---- DATASET EXCERPTS

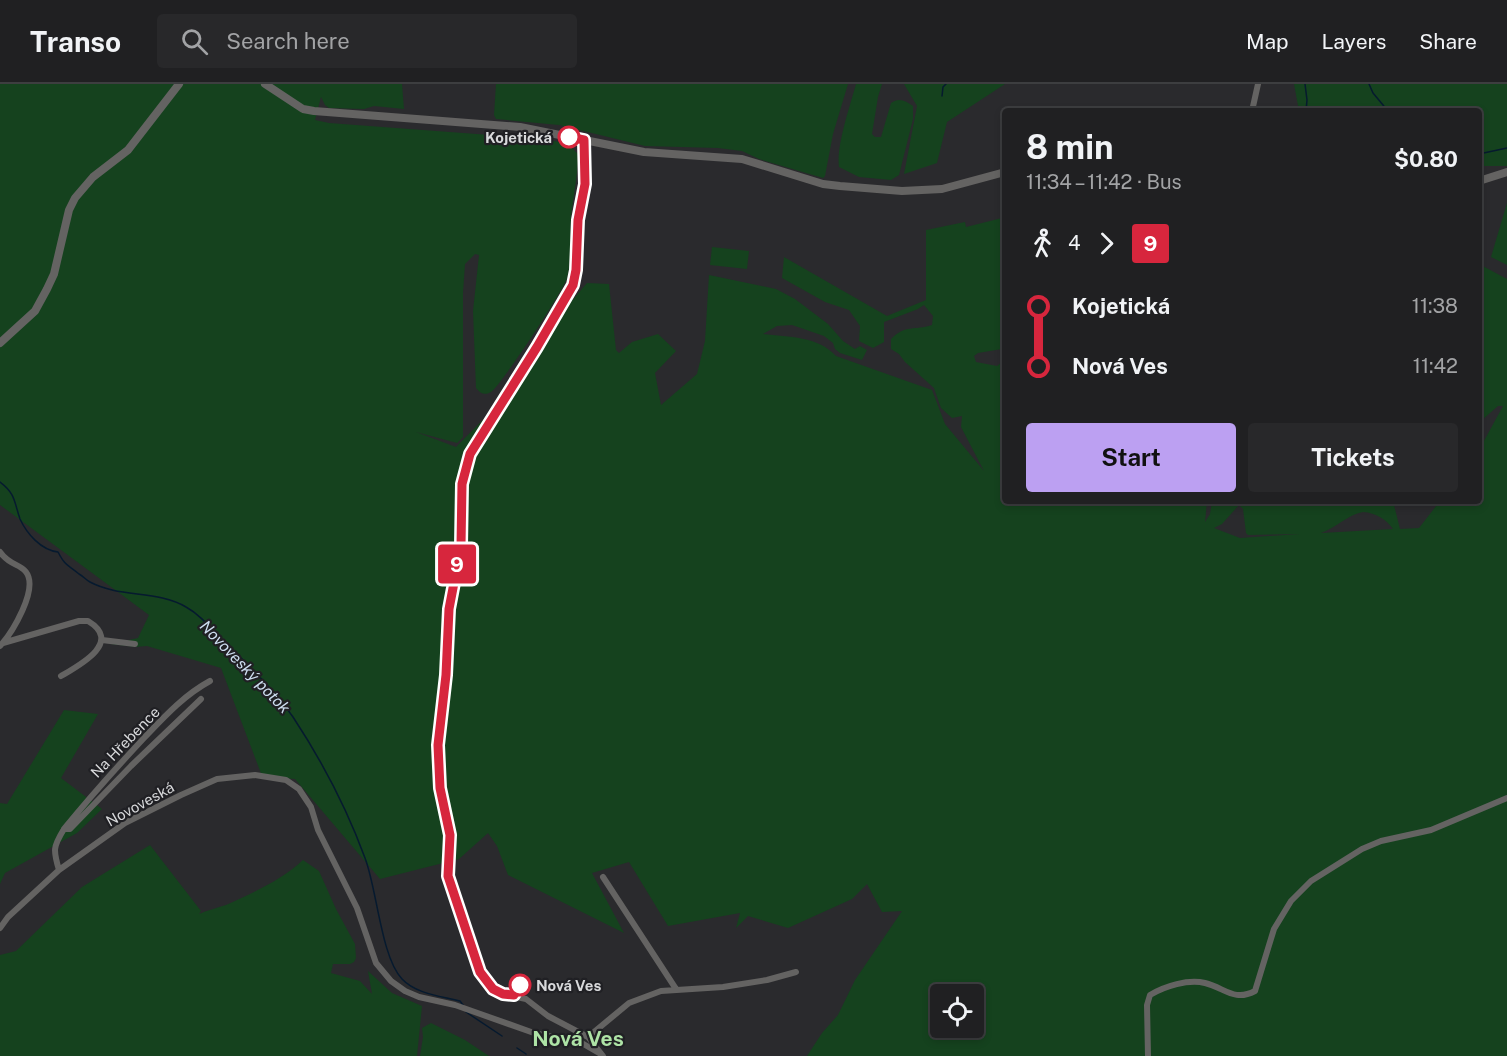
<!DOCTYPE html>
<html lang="en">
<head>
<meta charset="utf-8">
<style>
	body { margin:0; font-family:"Public Sans",sans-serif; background:#28282a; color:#f1f3f6; height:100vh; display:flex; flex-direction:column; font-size:22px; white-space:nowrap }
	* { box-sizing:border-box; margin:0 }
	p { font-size:20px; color:#a2a3a5 }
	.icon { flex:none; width:33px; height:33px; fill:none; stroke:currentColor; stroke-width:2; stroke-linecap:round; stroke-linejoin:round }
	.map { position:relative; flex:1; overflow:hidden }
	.panel { position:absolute; left:1002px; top:24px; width:480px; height:396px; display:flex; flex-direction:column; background:#202022; border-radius:6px; box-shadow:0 3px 9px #0003,0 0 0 2px #3d3e40 }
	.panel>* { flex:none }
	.badge { padding:0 12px; border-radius:4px; font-size:21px; line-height:39px }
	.controls { position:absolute; left:930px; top:900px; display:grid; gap:12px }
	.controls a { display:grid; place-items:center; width:54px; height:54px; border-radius:6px; background:#202022; box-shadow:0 3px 9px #0003,0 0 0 2px #3d3e40; font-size:30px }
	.map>.badge { position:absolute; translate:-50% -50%; box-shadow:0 0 0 3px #fff }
	.legs { display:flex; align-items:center; gap:9px; height:66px; padding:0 24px; font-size:20px }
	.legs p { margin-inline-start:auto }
	.head { display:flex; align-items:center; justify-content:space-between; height:102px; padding:0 24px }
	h1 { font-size:33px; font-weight:700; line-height:45px }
	.action { display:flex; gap:12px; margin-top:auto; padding:12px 24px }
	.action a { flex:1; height:69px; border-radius:6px; background:#bca0f2; color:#111; font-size:24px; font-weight:700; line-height:69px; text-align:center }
	.action a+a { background:#28282a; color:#f1f3f6 }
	ul { padding:0 24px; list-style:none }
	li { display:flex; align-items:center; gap:21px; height:60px; font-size:22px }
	li i { display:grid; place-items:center; width:9px; height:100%; margin:0 8px; background:currentColor }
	li i::after { content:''; width:15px; height:15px; margin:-8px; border:4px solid; border-radius:50%; background:#202022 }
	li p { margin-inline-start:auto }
	li:first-child i { background:linear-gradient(#0000 50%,currentColor 0) }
	li:last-child i { background:linear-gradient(currentColor 50%,#0000 0) }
	header { display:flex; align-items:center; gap:36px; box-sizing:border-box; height:84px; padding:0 30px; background:#202022; border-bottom:2px solid #3d3e40 }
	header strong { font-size:28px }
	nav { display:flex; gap:33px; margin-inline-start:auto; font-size:21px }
	.search { width:420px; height:54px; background:#28282a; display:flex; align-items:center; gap:15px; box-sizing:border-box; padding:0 21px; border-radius:6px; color:#a2a3a5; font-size:22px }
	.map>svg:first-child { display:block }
	.green { fill:#15421e; fill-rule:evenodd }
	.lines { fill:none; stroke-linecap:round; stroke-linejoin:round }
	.stream { stroke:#061a2f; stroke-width:1.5 }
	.minor { stroke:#646362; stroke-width:6 }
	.tertiary { stroke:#646362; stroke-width:8 }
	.line-1-casing { stroke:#fff; stroke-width:14 }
	.line-1 { stroke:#d7263d; stroke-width:9 }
	.stop-1-dot { fill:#fff; stroke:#d7263d; stroke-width:3 }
	.labels { text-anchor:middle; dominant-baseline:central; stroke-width:4.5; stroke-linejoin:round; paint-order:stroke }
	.stop-label { font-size:15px; font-weight:bold; fill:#d8d9db; stroke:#202024; text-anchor:end }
	.street-label { font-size:15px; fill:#d8d9db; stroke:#202024 }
	.water-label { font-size:16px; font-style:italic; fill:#cdddef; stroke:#202024 }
	.district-label { font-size:21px; font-weight:bold; fill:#aee3a6; stroke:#202024 }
</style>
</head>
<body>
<header>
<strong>Transo</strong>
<div class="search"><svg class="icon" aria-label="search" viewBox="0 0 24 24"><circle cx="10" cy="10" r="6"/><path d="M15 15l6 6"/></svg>Search here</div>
<nav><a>Map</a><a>Layers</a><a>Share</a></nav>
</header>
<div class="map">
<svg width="1507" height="972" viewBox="0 0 1507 972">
	<rect width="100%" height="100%" fill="#2a2a2d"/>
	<path class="green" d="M 0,0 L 402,0 L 404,25 L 374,22 L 364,25 L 329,24 L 325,21 L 321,13 L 315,36 L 329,39 L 545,55 L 568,60 L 578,70 C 578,91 573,113 571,134 C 570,152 572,177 567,194 C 564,206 500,303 491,308 C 484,312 480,309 476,304 L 473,227 L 479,171 L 475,170 L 465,180 L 463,209 L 463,353 L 457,359 L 416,348 L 456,363 L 521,297 L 569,220 L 587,199 L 609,200 L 616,266 L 619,269 L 632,258 L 658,250 L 676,267 L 655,289 L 661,321 L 697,290 L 705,257 L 709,191 L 776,205 L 795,215 L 828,240 L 843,257 L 855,265 L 860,262 L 867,266 L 862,276 L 840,269 L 835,265 L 833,259 L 824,252 L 792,241 L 777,242 L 763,250 C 789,253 818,252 836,272 L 932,306 L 945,340 L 984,387 L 961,343 L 962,332 L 952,334 L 941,324 L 934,304 L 905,278 L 899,270 L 891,265 L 891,255 C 906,240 914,247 932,241 L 933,232 L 924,221 L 918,225 L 884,238 L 884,258 L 873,264 L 859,257 L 860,242 L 849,226 L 825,218 L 782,194 L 784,173 L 887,232 L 926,216 L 926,146 L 965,138 L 966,143 L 1002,134 L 1004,261 L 1002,265 L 978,269 L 974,272 L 976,278 L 997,282 L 1005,276 L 1005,386 L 1003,389 L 1005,389 L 1005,417 L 1207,417 L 1205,438 L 1210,430 L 1212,417 L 1393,417 L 1400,445 L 1419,444 L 1440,417 L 1479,417 L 1479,366 L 1503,322 L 1498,322 L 1482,336 L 1479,336 L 1479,180 L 1507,195 L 1507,972 L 807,972 L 822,949 L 838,931 L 855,896 L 902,827 L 882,828 L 867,800 L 852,815 L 788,844 L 748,832 L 736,844 L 740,829 L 668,842 L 629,778 L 592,789 L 624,849 L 508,791 L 497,762 L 488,749 L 459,775 L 380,795 L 295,695 L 262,692 L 221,584 L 147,562 L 135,563 L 111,560 L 138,554 L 149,531 L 0,421 ZM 1239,421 L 1243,425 L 1246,449 L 1248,451 L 1300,450 L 1240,454 L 1214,444 L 1222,440 ZM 1363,428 C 1376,429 1386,435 1393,445 L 1321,449 C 1336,444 1347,431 1363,428 ZM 940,910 L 974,910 L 974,944 L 940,944 Z
		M 496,0 L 848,0 L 833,50 L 825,92 L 823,94 L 759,75 L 742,67 L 718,64 L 645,62 L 559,41 L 496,35 L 494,31 Z
		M 856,0 L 882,0 L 878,13 L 872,50 L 875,53 L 881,53 L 891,19 C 899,13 906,17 913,22 L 913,35 L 899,91 L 891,96 L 859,93 L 839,83 C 836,62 850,22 856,0 Z
		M 904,0 L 1005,0 L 947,38 L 937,79 L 904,90 L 917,22 Z
		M 1294,0 L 1507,0 L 1507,82 L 1479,82 L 1479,27 L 1299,27 Z
		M 1507,119 L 1507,181 L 1491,173 Z
		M 712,163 L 749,167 L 747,185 L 710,181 Z
		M 64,626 L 98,630 L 61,694 L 102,725 L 77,749 L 5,789 L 0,800 L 0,719 L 7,720 Z
		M 150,761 L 201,827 L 199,830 C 208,826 217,824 226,821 C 252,809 282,796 303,776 L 319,787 L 336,825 L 355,860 L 356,874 L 354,878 L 350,880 L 333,880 L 331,889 L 360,897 L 372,910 L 368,887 L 392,909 L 422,922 L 417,972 L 0,972 L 0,871 L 16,867 L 82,803 Z
		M 431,939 L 465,956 L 489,972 L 420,972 L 423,953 L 422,944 Z"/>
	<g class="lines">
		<path class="stream" d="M 1305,0 L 1307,16 L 1306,27
			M 1369,0 L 1373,9 L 1388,27
			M 942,12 L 943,3 L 946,0
			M 1479,70 L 1507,64
			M 0,398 C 16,410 14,418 20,435 C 27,450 41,466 58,468 C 66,483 67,480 79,490 C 83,492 86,496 90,498 C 120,514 157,506 186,523 C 199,530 209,542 219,553 C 245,577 273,604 293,633 C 322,677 347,725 365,774 C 377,805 381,873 402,895 C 416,910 441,912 460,917 L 463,921
			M 466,928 L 502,952
			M 517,964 L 526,970"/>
		<path class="minor" d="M 1252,27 L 1258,0
			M 584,56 L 585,100 L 578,136 L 576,187 L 573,201 L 537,263 L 470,370 L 462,400 L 461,462 L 449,525 L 446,591 L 438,661 L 439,692 L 450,751 L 448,792 L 480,888 L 493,905 L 503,910 L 526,915 L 548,932 L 588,953 L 603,972
			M 0,468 C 10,482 19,479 26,488 C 39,505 12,549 0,562
			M 102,556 L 135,560
			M 3,559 L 79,537 L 88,537 C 123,558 80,581 61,592
			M 64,745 C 90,713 116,684 144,654 C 164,633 184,611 210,597
			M 59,786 C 53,766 53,763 64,745 L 70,745 L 131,682 L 201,615
			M 603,793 L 676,905
			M 0,844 L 8,833 L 59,786 L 125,739 L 181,711 L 217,695 L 255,691 L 286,696 L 299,705 L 311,723 L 318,746 L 357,824 L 376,879 L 391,897 L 405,907 L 419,913 L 455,921 L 534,949 L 580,958 L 599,969
			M 588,953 L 629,919 L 661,907 L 723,903 L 767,896 L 796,888
			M 1148,972 L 1147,921 L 1150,911 C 1165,902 1188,895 1205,899 C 1225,904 1234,918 1255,907 L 1274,845 L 1291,817 L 1311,797 L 1362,765 L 1381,757 L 1431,746 L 1507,714"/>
		<path class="tertiary" d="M 265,0 L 303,25 L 314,27 L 520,43 L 644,68 L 742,75 L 823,100 L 840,102 L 902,107 L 942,105 L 1005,88
			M 1479,97 L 1507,88
			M 0,259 L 35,227 L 47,205 L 54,190 L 69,126 L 75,114 L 93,93 L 128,66 L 179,0"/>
	</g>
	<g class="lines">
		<g class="line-1-casing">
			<path id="line-1" d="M 520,901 L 514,911 L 503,910 L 493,905 L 480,888 L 448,792 L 450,751 L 440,704 L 438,661 L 446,591 L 449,525 L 461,462 L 462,400 L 470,370 L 537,263 L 573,201 L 576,186 L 578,136 L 585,100 L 584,56 L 569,53"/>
		</g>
		<use href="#line-1" class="line-1"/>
	</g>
	<g class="stop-1-dot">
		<circle cx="569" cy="53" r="10"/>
		<circle cx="520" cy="901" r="10"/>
	</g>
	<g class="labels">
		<g class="stop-label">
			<text x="552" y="53">Kojetická</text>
			<text x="536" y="901" text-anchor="start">Nová Ves</text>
		</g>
		<g class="street-label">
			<text transform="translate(125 658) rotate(-46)">Na Hřebence</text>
			<text transform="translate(140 720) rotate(-29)">Novoveská</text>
		</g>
		<g class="water-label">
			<text transform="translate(245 583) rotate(46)">Novoveský potok</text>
		</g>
		<g class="district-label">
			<text x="578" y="954">Nová Ves</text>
		</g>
	</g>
</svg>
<div class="controls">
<a><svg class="icon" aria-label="locate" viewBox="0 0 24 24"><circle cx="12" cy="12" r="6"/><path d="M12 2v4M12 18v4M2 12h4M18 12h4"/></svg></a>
</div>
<b class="badge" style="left:457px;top:480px;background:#d7263d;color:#fff">9</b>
<section class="panel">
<div class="head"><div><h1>8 min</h1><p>11:34 – 11:42 · Bus</p></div><b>$0.80</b></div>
<div class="legs"><svg class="icon" aria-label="walk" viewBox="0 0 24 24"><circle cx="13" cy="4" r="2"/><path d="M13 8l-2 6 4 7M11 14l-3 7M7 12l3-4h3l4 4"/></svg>4<svg class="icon" aria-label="forward" viewBox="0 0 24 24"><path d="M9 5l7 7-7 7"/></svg><b class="badge" style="background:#d7263d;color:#fff">9</b></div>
<ul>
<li><i style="color:#d7263d"></i><b>Kojetická</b><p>11:38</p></li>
<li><i style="color:#d7263d"></i><b>Nová Ves</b><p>11:42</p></li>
</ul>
<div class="action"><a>Start</a><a>Tickets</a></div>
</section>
</div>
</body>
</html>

--------

# TASK GOAL:
The answer is every line in the data where the word "strong" appears.

# COMPLETED EXERCISE:
	header strong { font-size:28px }
<strong>Transo</strong>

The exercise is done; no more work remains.